= Beginning of Section =

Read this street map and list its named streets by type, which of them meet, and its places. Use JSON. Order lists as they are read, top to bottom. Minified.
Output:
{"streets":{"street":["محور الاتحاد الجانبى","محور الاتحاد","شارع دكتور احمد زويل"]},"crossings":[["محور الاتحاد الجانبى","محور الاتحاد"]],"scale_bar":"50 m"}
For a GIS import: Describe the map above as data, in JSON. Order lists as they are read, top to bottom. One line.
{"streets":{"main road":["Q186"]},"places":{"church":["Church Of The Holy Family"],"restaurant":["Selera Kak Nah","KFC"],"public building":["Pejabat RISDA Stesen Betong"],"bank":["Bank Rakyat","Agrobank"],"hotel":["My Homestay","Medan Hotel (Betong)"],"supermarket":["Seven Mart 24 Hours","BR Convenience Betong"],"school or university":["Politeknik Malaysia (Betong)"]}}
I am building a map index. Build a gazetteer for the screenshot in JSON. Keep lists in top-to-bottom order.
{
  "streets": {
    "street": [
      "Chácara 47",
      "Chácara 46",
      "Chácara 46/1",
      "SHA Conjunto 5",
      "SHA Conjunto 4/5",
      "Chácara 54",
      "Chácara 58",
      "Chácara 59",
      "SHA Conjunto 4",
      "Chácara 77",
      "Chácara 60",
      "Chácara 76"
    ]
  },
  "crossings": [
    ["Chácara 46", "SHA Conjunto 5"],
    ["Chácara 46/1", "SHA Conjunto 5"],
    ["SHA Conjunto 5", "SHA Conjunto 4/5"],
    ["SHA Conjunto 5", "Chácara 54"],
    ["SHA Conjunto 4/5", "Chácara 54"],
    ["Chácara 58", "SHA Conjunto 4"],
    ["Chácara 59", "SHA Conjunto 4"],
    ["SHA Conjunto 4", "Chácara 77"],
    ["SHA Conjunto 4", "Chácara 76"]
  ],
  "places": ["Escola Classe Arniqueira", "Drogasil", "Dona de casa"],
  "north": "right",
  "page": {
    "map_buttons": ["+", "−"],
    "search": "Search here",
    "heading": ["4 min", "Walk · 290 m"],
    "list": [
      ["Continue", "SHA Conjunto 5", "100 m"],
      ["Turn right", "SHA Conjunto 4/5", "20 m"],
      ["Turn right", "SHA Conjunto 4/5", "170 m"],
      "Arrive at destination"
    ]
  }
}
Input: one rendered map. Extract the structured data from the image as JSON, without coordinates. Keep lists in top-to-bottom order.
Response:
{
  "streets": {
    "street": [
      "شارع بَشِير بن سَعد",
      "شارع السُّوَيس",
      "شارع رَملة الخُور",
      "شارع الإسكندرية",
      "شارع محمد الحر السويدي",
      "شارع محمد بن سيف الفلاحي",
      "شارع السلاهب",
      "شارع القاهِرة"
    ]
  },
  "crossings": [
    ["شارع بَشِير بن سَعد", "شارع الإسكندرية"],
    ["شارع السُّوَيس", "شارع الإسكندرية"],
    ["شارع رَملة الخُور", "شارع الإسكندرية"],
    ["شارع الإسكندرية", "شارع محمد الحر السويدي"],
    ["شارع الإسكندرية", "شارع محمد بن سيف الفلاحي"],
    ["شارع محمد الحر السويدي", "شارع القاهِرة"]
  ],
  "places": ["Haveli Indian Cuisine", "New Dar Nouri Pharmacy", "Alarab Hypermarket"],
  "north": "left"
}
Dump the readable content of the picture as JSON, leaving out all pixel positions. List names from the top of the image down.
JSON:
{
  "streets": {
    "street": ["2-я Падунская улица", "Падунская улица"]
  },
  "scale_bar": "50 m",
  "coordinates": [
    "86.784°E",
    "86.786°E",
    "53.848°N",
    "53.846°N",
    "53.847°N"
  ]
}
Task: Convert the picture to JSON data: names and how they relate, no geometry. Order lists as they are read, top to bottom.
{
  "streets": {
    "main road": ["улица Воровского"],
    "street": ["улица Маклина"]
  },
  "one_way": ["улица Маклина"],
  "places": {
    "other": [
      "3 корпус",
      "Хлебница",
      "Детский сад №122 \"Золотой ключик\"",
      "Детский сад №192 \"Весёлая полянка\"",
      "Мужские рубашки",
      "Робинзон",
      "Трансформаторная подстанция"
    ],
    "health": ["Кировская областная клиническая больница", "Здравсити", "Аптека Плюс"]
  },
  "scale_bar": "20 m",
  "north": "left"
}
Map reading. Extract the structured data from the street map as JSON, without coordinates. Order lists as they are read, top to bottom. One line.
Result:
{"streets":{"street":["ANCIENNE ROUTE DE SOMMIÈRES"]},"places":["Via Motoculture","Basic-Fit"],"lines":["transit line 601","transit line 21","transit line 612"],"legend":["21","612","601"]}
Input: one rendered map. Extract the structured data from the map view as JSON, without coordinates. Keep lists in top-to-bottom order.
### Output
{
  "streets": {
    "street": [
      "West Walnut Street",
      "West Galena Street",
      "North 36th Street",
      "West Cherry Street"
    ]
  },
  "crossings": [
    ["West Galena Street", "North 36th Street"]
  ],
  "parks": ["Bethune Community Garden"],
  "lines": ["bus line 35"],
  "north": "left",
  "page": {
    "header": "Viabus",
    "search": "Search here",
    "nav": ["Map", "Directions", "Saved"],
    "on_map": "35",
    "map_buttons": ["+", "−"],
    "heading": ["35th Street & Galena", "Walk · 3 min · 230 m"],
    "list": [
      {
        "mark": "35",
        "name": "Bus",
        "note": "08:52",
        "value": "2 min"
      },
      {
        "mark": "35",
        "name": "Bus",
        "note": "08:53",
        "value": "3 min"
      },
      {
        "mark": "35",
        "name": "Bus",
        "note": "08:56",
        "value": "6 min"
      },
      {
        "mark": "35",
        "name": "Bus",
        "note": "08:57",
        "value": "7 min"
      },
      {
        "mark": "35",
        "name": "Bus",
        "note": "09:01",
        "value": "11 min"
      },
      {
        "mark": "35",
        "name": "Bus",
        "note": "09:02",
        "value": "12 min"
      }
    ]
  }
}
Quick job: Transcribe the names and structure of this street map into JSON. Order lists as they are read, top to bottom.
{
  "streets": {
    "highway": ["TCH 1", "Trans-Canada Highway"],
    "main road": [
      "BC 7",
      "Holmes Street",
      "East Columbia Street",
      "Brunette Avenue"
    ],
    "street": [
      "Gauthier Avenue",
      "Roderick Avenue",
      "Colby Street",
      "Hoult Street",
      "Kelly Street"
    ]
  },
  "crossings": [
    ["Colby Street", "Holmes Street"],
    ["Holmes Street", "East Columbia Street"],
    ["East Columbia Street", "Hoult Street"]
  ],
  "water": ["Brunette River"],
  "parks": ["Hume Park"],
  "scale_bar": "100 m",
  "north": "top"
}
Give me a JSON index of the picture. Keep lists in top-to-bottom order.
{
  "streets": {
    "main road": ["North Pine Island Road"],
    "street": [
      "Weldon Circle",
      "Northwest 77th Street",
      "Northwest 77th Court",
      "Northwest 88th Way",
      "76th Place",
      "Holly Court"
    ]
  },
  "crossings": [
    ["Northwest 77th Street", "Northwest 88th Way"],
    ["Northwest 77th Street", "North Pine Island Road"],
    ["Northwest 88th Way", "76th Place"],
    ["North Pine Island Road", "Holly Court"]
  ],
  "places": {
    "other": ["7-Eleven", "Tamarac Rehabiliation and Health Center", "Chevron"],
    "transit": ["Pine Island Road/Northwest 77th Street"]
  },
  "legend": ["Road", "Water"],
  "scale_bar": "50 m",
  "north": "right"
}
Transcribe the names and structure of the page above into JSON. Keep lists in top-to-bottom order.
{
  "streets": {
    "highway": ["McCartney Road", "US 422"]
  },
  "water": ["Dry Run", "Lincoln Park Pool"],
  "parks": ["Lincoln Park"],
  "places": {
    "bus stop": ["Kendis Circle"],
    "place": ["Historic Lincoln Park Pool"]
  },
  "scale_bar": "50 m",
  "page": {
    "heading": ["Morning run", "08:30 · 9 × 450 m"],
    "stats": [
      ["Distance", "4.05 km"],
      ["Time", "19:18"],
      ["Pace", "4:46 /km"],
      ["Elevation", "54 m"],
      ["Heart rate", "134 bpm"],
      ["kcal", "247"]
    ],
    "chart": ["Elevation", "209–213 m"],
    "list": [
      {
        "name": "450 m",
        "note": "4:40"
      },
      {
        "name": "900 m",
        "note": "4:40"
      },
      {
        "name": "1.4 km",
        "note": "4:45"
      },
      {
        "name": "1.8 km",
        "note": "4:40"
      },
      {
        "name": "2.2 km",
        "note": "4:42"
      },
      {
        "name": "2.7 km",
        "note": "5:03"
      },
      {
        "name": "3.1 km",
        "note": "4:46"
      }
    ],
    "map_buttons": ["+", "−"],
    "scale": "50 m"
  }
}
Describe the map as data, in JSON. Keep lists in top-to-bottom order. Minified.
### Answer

= End of Section =

-- Work to complete --
Search the entries for lines with the string "Input", then report their number alone.

-- Answer to this exercise --
2